'''

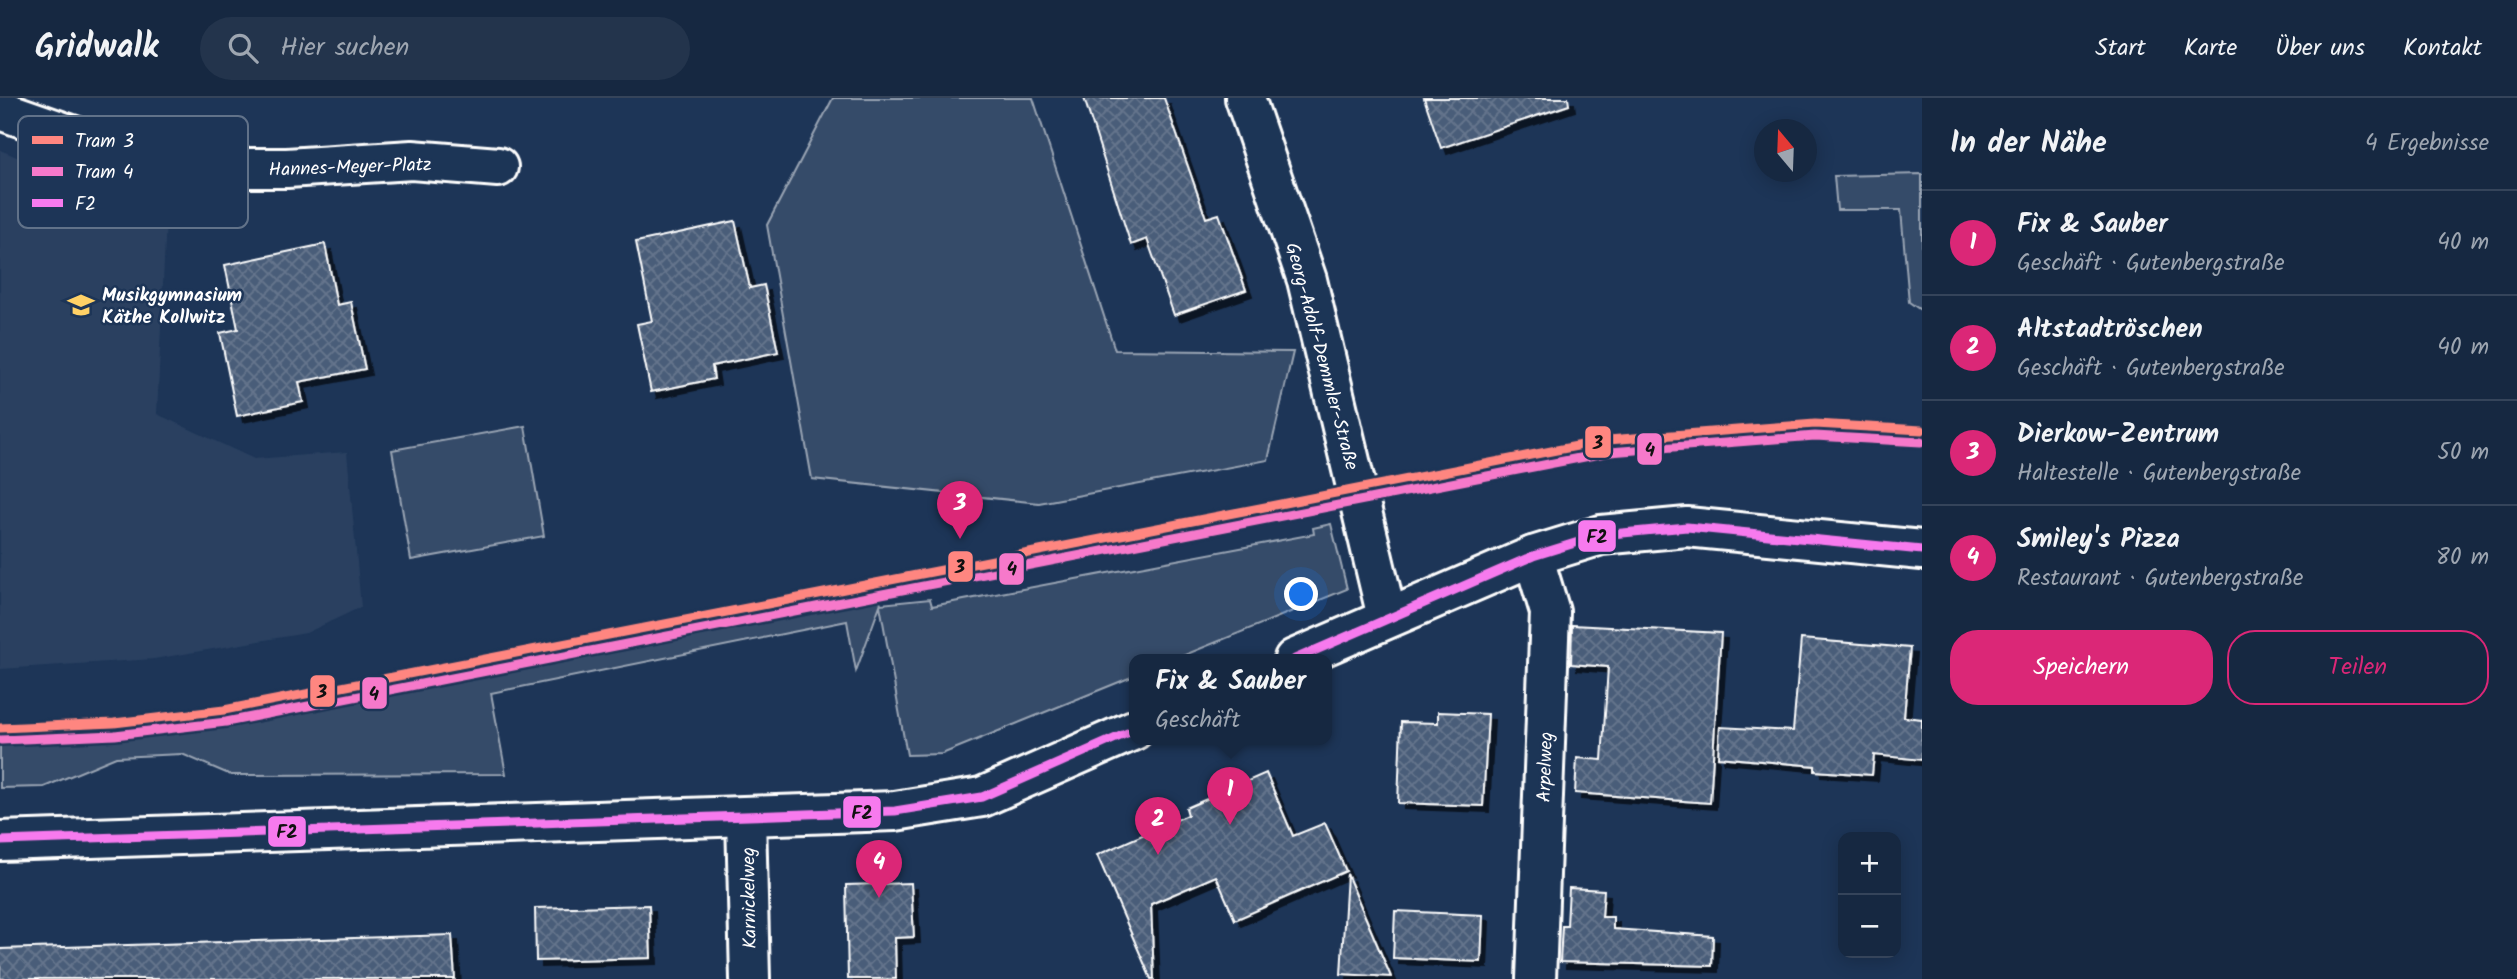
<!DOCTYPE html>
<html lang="de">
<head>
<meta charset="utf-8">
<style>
	body { margin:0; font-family:Kalam,sans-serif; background:#23344c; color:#f1f3f6 }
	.controls { position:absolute; right:21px; bottom:21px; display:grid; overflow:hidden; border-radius:14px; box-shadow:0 4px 18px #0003 }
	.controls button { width:63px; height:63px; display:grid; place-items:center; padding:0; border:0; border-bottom:2px solid #35445a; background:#162841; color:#f1f3f6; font:35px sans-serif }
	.compass { position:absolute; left:1754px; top:21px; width:63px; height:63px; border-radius:50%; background:#162841; box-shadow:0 4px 18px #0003; rotate:341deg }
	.you { position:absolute; left:1302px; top:497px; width:24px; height:24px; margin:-18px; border:5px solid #fff; border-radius:50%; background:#1a73e8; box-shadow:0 0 0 10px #1a73e833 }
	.badge { display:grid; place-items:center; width:46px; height:46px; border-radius:50%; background:#db2777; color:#fff; font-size:23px; font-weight:700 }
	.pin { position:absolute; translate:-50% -58px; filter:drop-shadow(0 2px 4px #0008) }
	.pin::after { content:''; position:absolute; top:37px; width:24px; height:21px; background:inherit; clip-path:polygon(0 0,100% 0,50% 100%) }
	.popup { position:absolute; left:1129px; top:556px; width:203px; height:91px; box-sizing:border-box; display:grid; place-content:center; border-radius:14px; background:#162841; filter:drop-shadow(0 2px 5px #0005); font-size:23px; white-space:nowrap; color:#9ea6b1 }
	.popup b { font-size:26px; color:#f1f3f6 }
	.popup::after { content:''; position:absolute; left:50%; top:100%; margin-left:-14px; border:14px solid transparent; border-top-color:#162841 }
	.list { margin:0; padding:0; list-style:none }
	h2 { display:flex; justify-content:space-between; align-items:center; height:91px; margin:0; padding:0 28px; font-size:30px }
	h2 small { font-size:23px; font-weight:400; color:#9ea6b1 }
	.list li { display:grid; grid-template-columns:46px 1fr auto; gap:21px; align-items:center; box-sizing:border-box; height:105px; padding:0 28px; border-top:2px solid #35445a }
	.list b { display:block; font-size:26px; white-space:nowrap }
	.list p { margin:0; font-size:23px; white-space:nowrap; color:#9ea6b1 }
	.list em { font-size:23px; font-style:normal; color:#9ea6b1 }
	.actions { display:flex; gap:14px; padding:21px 28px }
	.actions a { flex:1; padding:16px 0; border:2px solid #db2777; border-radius:28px; text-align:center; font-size:24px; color:#db2777 }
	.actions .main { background:#db2777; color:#fff }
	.icon { flex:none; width:38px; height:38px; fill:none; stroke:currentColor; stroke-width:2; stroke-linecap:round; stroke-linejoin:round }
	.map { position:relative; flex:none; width:1922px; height:881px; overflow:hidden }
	header { display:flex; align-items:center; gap:42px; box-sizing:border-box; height:98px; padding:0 35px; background:#162841; border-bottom:2px solid #35445a }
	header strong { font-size:33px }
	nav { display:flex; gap:38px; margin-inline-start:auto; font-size:24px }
	.search { width:490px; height:63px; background:#23344c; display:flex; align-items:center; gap:18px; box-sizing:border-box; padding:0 24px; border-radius:38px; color:#9ea6b1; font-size:26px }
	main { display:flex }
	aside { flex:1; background:#162841 }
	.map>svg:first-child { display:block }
	.built { fill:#2a4161 }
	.green { fill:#364b69; stroke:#9aa5b4; stroke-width:2 }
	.building { fill:url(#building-cross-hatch); stroke:#fff; stroke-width:2; filter:url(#shadow) }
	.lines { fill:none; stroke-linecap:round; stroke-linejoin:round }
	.street-casing { stroke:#fff; stroke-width:44 }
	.secondary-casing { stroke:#fff; stroke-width:44 }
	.street { stroke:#1d3557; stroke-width:38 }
	.secondary { stroke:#1d3557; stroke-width:38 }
	.bus-1-casing { stroke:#1d3557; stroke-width:14 }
	.bus-1 { stroke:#f77aee; stroke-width:9 }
	.tram-1-casing { stroke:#1d3557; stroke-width:14 }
	.tram-2-casing { stroke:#1d3557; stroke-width:14 }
	.tram-1 { stroke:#ff8680; stroke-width:9 }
	.tram-2 { stroke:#f679ca; stroke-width:9 }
	.labels { text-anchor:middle; stroke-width:5; stroke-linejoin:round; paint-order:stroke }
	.street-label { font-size:19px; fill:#fff; stroke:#1d3557 }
	.poi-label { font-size:19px; font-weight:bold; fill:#fff; stroke:#1d3557; text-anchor:start }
	.key { fill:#1d3557; stroke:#617289; stroke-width:2 }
	.key-label { font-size:19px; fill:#fff }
	.line-badge { stroke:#1d3557; stroke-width:2.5 }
	.pale-badge-label { font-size:19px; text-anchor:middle; font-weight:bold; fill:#111 }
</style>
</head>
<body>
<header>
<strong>Gridwalk</strong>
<div class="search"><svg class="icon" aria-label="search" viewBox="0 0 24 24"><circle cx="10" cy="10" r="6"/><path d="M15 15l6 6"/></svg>Hier suchen</div>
<nav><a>Start</a><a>Karte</a><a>Über uns</a><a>Kontakt</a></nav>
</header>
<main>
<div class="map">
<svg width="1922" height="881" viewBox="0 0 1922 881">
	<defs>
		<pattern id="building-cross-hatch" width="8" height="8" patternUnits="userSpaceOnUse" patternTransform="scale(1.75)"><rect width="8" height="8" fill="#4a5d79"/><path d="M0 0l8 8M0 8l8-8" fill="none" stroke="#65758d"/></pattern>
		<filter id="shadow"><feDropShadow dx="6" dy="6" stdDeviation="0" flood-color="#0009"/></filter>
	</defs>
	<rect width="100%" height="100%" fill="#1d3557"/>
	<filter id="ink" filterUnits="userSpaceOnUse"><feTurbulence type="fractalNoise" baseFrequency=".0143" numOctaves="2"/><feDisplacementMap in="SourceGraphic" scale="14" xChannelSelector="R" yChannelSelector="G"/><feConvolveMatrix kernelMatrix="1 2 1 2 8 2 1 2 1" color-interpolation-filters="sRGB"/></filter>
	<g filter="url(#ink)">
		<polygon class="built" points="0,52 50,73 167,98 157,316 254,361 347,354 361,509 306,535 154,561 0,571"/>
		<g class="green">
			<polygon points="833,0 1033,0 1115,252 1293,254 1268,362 1039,405 812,381 767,127"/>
			<polygon points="1922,76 1922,213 1909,204 1901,112 1837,112 1834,78"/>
			<polygon points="525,328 544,438 411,462 392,352"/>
			<polygon points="1331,426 1347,491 1175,561 1134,561 1134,578 942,656 907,657 880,507 856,573 847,523 491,595 506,676 231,677 182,656 116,659 44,689 0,690 0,630 114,625 224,612 876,486 881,506 930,501 932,508 1314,436 1313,430"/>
		</g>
		<g class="building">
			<polygon points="1084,0 1164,0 1206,120 1219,116 1246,192 1174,217 1147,141 1131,147"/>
			<polygon points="1424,0 1568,0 1569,7 1441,50"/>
			<polygon points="735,123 750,190 764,187 778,254 712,268 714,281 651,294 637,226 652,223 636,144"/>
			<polygon points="325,146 337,207 351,204 365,271 299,284 303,304 237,318 220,235 238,231 225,167"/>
			<polygon points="1572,527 1721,535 1710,705 1575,695 1577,660 1602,662 1608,569 1571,566"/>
			<polygon points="1801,541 1910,550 1904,619 1922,621 1922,662 1874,657 1872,677 1815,673 1815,668 1718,659 1720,629 1793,633"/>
			<polygon points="1438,614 1488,616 1483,708 1398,705 1401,624 1438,625"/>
			<polygon points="1266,675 1293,738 1325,725 1346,773 1235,822 1216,778 1151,806 1154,881 1151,881 1097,757 1188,717 1186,710"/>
			<polygon points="1347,776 1391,879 1341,876"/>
			<polygon points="911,785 914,839 895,840 896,881 848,881 846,787"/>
			<polygon points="1569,790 1604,792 1602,819 1613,819 1613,831 1713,838 1712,868 1560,864 1562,828 1567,828"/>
			<polygon points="649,807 651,860 536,863 535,810"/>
			<polygon points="1395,813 1483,817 1481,864 1393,860"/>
			<polygon points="452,837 455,881 0,881 0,851"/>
		</g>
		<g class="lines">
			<g class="street-casing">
				<g id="street">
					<polyline points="1245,0 1307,182 1387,519"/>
					<polyline points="0,12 106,49 200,70 287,70 412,62 498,69"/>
					<polyline points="1533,458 1550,514 1536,881"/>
					<polyline points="746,719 750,881"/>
				</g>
			</g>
			<g class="secondary-casing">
				<g id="secondary">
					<polyline points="1294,561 1533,458 1601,437 1687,429 1922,452"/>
					<polyline points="0,743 895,713 982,699 1134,632"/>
				</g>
			</g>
			<use href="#street" class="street"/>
			<use href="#secondary" class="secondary"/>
			<g class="bus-1-casing">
				<g id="bus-1">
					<polyline points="1295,561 1533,458 1601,437 1687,429 1922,452"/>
					<polyline points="0,743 895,713 982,699 1134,632"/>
				</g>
			</g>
			<use href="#bus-1" class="bus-1"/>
			<g class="tram-1-casing">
				<polyline id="tram-1" points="0,630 114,625 224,612 1608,342 1815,326 1922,332"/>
			</g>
			<g class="tram-2-casing">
				<polyline id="tram-2" points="1,642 115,637 226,624 1610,354 1815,338 1921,344"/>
			</g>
			<use href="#tram-1" class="tram-1"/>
			<use href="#tram-2" class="tram-2"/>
		</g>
	</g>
	<defs>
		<g id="school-bare" transform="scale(2.1)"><path d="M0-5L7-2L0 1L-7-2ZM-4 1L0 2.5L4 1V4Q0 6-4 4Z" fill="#ffd166" stroke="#1d3557" stroke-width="2.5" paint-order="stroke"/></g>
	</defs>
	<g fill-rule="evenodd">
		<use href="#school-bare" x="81" y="207"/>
	</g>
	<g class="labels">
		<g class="street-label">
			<text transform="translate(350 68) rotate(-2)" y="7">Hannes-Meyer-Platz</text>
			<text transform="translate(1323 258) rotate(75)" y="7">Georg-Adolf-Demmler-Straße</text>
			<text transform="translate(1544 669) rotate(-88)" y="7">Arpelweg</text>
			<text transform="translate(748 800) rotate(-91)" y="7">Karnickelweg</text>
		</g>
		<g class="poi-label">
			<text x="102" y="203">Musikgymnasium<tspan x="102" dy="22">Käthe Kollwitz</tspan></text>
		</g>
	</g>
	<rect x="18" y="18" width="230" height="112" rx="10" class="key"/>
	<rect x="32" y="38" width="31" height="8" fill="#ff8680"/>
	<rect x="32" y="69" width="31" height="9" fill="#f679ca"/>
	<rect x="32" y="101" width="31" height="8" fill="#f77aee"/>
	<g class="key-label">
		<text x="75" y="49">Tram 3</text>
		<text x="75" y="80">Tram 4</text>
		<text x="75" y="112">F2</text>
	</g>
	<g class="line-badge">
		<rect x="1584" y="327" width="28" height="34" rx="7" fill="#ff8680"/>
		<rect x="1636" y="334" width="27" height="34" rx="7" fill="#f679ca"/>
		<rect x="1577" y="421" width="40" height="34" rx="7" fill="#f77aee"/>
		<rect x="947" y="452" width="27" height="33" rx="7" fill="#ff8680"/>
		<rect x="998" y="454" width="27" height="34" rx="7" fill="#f679ca"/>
		<rect x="309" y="576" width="27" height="34" rx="7" fill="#ff8680"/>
		<rect x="361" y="578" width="27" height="34" rx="7" fill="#f679ca"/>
		<rect x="842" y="697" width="40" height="34" rx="7" fill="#f77aee"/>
		<rect x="267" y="717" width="40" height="33" rx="7" fill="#f77aee"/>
	</g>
	<g class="pale-badge-label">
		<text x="1598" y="351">3</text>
		<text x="1650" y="358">4</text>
		<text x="1597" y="445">F2</text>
		<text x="960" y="475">3</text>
		<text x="1012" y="477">4</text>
		<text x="322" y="600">3</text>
		<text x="374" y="602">4</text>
		<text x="862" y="721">F2</text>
		<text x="287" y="740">F2</text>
	</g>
</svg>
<div class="controls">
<button>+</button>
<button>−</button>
</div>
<svg class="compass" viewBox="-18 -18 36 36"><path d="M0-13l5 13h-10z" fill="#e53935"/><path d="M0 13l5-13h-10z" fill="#9ea6b1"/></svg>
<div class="you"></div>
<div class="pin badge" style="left:1230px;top:727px">1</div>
<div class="popup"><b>Fix &amp; Sauber</b>Geschäft</div>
<div class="pin badge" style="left:1158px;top:757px">2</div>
<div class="pin badge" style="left:960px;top:441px">3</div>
<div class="pin badge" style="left:879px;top:800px">4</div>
</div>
<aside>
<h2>In der Nähe<small>4 Ergebnisse</small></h2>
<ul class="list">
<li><span class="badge">1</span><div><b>Fix &amp; Sauber</b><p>Geschäft · Gutenbergstraße</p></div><em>40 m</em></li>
<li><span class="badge">2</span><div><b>Altstadtröschen</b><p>Geschäft · Gutenbergstraße</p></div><em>40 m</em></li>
<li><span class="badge">3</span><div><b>Dierkow-Zentrum</b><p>Haltestelle · Gutenbergstraße</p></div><em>50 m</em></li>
<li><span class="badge">4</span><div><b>Smiley's Pizza</b><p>Restaurant · Gutenbergstraße</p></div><em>80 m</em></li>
</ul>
<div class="actions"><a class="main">Speichern</a><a>Teilen</a></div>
</aside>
</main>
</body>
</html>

'''

Task
Please quote the lines of the material, beginning with the first and ending with the one that contains "width:63px; height:63px; display:grid;", exactly as written and without any pictures.

Result for this task
<!DOCTYPE html>
<html lang="de">
<head>
<meta charset="utf-8">
<style>
	body { margin:0; font-family:Kalam,sans-serif; background:#23344c; color:#f1f3f6 }
	.controls { position:absolute; right:21px; bottom:21px; display:grid; overflow:hidden; border-radius:14px; box-shadow:0 4px 18px #0003 }
	.controls button { width:63px; height:63px; display:grid; place-items:center; padding:0; border:0; border-bottom:2px solid #35445a; background:#162841; color:#f1f3f6; font:35px sans-serif }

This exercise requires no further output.